Denmark’s Defence Minister and Deputy Prime Minister Jakob Ellemann-Jensen is to take sick leave for an undetermined period, two months after leading the Liberal (Venstre) party into coalition government.

Denmark’s defence minister takes sick leave following illness

The 49-year-old was admitted briefly to hospital last week for “nausea”, just after returning from Ukraine.

“I was eager to go back to work immediately. But now that it’s been a few days I have to realise I’m not ready for this,” he said on Facebook.  “I have been unusually busy for a long time. Now my body is sending me a signal that it’s time to take a break, if not it’s going to end badly,” he said.

“The bottom line is that, on the advice of my doctor, I need to unplug for a while and take leave. And then I will return when I’m ready.”

Economy Minister Troels Lund Poulsen will fill in for Ellemann-Jensen during his absence, the government said.

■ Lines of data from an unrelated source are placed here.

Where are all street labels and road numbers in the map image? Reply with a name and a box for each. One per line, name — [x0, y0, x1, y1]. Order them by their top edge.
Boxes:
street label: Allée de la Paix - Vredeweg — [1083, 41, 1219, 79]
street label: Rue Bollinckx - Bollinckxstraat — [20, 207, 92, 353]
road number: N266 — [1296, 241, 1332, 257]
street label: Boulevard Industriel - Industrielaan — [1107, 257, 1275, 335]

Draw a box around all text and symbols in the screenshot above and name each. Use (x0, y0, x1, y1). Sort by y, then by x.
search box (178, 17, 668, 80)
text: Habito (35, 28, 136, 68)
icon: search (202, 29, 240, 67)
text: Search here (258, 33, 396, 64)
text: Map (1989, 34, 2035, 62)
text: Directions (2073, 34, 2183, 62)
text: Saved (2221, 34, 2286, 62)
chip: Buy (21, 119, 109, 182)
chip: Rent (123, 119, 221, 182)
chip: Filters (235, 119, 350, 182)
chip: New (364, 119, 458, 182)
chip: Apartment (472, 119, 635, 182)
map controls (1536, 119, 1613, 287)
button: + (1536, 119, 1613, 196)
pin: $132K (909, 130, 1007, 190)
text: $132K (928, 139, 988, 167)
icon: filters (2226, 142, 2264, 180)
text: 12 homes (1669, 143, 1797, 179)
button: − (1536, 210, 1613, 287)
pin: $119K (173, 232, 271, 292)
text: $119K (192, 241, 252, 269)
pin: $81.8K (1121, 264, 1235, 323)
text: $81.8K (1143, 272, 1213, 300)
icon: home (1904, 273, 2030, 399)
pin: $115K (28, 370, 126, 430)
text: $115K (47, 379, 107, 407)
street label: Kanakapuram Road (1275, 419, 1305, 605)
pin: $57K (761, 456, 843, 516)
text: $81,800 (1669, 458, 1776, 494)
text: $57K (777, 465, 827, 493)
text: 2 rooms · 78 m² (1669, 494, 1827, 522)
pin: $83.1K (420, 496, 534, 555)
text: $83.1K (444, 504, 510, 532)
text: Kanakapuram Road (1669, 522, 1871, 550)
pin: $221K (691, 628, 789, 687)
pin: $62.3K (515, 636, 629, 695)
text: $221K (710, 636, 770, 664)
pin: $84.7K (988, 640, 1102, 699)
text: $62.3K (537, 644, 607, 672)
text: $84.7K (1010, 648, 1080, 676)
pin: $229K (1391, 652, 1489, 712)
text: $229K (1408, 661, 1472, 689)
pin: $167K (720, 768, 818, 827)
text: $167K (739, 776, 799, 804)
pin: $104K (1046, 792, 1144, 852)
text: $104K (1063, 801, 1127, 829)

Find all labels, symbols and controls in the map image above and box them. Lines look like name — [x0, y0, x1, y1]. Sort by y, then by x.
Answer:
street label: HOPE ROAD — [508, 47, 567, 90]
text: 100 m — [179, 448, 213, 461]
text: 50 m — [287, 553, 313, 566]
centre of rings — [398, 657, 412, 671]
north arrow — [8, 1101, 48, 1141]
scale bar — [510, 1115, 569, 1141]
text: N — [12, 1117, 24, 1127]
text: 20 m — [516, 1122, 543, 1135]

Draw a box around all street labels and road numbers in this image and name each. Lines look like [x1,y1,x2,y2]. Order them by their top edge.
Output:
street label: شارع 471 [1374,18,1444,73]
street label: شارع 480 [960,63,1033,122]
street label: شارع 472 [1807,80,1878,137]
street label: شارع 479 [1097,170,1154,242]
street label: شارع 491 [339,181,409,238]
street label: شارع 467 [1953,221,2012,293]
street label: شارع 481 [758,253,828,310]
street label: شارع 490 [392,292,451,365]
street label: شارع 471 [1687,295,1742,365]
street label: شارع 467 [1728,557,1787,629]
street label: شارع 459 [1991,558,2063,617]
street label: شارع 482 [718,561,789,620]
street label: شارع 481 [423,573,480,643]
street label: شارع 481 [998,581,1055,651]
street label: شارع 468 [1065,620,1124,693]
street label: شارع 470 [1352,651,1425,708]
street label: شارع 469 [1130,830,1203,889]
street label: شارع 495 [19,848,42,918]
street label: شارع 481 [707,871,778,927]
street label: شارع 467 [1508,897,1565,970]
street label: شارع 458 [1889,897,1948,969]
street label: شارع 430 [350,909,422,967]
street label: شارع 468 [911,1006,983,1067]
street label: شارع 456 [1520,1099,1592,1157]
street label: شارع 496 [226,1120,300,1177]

His absence comes as Danes protest against government plans to abolish a public holiday, Great Prayer Day. The government says the plan will help fund the defence budget.

Ellemann-Jensen has led the Liberal party since late 2019. The party is traditionally the second largest in the Danish parliament and senior member of the ‘blue bloc’ alliance of conservative parties.

It suffered a poor result in the 2022 election with its 13 percent share of the vote representing 10 points less than its vote share in 2019. Ellemann-Jensen subsequently took the party into coalition government with two other parties including erstwhile rivals the Social Democrats.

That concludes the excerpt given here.